So prevention is always better than cure, but it is not cheap. It involves people of real experience who know the history and personalities of the countries involved inside out, and building that trust and experience takes years. When the going gets bad, it takes a lot to keep going. It involves not only all those attributes, but also good judgment and a touch of wisdom.

One of the most regrettable outcomes of the recent publicity generated by the memoirs of one of our former ambassadors to Washington is the reawakening of an image of our diplomatic service as an overindulged, rather self-important glitzy clique that owes more to the 1980s than to the 21st century. My experience of the diplomatic community is very different: modest, discreet, full of good judgment and not given to blowing its own trumpet. It is to these people we owe the most, particularly the, often young, people who deal with our consular services.

The noble and learned Lord, Lord Howe, has said that public expectations of what the FCO should be doing for Britons abroad has changed out of all recognition. It is the benefit that most British people expect from the FCO. They may not dwell on our policies in remote parts of the world, but they want, and believe they have a right to expect, British Government help if they get into trouble overseas. FCO responses have improved, particularly in the creation of the consular rapid deployment team for when disaster strikes. The FCO continues to learn hard lessons, however, and all of us who are debating today must consider whether the resourcing in this crucial area of consular support is adequate to meet the needs and legitimate expectations of the people of this country.

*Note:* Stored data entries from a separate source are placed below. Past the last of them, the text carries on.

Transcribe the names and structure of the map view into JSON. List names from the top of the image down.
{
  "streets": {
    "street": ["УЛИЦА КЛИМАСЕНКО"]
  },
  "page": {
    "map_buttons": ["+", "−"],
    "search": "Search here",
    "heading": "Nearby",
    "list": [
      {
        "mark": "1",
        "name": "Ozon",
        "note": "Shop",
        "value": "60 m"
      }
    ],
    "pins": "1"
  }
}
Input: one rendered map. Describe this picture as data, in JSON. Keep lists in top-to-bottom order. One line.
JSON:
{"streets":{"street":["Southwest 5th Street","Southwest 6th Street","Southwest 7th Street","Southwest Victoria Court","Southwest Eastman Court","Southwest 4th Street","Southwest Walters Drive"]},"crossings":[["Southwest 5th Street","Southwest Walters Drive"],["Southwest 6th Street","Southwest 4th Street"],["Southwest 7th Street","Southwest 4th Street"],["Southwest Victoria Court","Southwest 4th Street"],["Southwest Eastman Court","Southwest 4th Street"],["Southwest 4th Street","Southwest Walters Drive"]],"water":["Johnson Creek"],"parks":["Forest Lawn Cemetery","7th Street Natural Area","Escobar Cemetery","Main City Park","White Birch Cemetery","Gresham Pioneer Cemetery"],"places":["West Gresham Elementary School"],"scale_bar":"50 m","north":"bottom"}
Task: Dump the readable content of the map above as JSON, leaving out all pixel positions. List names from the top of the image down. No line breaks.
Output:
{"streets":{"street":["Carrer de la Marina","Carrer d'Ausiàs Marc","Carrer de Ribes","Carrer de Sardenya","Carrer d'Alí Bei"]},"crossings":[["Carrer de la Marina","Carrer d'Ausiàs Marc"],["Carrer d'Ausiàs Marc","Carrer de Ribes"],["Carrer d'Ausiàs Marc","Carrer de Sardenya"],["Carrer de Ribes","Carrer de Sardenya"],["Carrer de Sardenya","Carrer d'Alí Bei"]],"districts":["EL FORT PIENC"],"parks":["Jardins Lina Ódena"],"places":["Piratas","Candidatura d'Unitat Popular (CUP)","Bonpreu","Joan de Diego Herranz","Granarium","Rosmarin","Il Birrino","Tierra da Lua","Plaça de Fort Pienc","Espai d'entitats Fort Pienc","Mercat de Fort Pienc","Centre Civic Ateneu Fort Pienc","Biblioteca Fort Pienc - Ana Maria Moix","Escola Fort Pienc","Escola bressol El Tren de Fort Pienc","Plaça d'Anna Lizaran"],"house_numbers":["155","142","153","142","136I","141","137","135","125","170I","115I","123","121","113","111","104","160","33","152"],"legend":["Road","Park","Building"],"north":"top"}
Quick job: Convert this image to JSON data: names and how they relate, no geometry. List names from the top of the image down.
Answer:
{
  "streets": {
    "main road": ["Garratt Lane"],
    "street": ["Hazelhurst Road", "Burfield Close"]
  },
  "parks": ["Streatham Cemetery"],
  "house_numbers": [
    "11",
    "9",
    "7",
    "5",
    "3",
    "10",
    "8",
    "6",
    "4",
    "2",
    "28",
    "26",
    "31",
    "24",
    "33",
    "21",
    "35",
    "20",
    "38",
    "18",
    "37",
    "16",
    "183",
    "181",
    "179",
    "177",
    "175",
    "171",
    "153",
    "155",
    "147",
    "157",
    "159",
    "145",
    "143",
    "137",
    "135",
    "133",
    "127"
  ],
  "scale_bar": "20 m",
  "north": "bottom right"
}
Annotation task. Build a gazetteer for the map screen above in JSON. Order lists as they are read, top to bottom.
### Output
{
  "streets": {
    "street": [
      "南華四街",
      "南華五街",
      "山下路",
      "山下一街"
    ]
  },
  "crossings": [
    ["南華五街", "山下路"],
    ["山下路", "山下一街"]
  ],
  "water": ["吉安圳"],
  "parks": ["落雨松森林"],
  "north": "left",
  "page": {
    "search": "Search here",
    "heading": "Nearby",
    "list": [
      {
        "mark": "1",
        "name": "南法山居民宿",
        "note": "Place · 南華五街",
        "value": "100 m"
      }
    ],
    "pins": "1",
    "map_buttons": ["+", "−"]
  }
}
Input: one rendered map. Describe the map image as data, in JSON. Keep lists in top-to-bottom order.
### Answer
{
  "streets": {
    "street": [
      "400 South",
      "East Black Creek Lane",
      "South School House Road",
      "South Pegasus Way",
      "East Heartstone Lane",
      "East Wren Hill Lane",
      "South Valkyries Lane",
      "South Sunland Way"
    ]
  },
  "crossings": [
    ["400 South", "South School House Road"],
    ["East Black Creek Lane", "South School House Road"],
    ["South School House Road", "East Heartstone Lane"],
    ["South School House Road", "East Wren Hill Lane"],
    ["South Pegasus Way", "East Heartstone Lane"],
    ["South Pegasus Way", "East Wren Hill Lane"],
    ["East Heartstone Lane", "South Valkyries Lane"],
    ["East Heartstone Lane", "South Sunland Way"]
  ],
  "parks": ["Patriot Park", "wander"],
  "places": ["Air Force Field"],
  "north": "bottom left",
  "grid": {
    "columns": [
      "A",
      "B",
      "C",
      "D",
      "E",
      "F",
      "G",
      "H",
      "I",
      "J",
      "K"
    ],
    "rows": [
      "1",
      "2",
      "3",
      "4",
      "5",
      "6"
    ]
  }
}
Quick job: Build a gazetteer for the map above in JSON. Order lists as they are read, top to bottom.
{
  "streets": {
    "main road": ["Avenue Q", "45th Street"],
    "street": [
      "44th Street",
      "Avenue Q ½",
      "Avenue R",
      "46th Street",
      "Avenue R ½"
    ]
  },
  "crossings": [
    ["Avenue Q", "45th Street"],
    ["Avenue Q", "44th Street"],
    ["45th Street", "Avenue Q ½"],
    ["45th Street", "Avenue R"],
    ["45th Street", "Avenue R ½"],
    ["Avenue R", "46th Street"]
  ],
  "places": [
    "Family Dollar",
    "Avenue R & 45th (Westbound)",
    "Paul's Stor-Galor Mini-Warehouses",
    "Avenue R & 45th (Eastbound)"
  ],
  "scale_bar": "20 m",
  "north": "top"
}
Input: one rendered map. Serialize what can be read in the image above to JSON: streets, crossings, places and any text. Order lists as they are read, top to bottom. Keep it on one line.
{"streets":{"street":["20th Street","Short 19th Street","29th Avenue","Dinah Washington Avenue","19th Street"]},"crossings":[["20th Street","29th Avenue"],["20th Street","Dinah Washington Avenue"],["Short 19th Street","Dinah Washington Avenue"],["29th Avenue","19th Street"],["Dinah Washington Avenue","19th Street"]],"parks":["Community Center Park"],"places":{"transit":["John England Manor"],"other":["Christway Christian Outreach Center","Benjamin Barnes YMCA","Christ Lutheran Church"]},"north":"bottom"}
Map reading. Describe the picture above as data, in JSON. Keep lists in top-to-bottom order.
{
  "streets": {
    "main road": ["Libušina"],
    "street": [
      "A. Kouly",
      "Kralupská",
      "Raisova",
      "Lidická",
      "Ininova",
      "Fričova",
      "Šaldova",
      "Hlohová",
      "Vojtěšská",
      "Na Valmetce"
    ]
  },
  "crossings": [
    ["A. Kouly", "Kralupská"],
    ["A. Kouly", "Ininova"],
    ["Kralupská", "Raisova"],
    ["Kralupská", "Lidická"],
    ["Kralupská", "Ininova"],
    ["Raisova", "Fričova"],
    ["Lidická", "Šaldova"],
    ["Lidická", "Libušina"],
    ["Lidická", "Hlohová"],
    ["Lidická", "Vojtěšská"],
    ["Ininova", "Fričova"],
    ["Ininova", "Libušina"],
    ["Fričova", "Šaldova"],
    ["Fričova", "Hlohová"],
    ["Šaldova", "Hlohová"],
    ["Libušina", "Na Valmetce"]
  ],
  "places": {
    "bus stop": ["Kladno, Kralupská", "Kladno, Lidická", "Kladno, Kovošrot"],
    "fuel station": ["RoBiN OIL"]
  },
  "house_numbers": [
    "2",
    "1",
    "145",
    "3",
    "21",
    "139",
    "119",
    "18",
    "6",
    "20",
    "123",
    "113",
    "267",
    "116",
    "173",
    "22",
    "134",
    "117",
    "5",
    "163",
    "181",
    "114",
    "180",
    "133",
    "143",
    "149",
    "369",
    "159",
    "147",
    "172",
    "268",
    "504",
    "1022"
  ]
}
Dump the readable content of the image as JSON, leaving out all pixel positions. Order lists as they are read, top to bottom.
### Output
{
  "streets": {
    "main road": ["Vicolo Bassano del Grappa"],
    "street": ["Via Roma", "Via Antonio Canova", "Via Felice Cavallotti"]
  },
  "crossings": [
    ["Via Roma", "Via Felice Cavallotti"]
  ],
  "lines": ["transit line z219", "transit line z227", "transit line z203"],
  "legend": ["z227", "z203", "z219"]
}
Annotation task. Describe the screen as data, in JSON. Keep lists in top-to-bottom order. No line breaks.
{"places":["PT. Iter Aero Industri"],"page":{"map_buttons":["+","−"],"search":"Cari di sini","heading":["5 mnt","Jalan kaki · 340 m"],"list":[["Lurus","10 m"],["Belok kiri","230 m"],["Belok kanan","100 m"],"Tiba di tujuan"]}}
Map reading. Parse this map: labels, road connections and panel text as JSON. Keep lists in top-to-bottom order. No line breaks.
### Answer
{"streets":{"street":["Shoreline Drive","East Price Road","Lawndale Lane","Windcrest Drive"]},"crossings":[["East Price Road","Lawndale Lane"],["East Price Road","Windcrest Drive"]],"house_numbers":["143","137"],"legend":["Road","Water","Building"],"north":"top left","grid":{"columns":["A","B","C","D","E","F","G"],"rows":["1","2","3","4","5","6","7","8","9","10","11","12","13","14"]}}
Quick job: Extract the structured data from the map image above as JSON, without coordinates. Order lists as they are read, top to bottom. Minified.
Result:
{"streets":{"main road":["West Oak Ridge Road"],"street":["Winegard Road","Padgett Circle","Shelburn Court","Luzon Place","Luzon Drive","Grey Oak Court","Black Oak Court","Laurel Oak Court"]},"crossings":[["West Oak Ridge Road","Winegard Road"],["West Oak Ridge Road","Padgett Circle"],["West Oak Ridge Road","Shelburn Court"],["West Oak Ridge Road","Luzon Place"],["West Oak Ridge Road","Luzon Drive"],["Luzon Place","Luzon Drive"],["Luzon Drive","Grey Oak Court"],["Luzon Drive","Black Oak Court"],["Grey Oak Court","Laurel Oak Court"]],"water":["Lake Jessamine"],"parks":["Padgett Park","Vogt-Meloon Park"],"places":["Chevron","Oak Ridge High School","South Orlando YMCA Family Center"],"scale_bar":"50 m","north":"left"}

My last point will perhaps be thought somewhat controversial, but one of the benefits of leaving ministerial office is that it has certain compensations. I cannot understand why ambassadors no longer have the budgets they used to, to deploy in pursuance of government policy in the countries in which they serve. The FCO is fizzing with ideas and projects. In the area I know best, the Middle East, I could have spent the meagre budget I had over and over again on global outreach, including the growth of civil society, encouraging democracy, dialogue between the religions, empowering women, promoting the rule of law and human rights—and, believe you me, that was even more true of my ambassadors. Instead, the money was in DfID, much of it channelled through UN agencies and into EU funds, which—and I know this is controversial—simply did not have the expertise that we had in our own Foreign Office back yard. I think that needs looking at.

Having got that off my chest, I will finish with this. We all know that the best resource is people. That is a two-way street. We have terrific people in the Foreign Office. They give us great service, and they deserve to have us invest in them.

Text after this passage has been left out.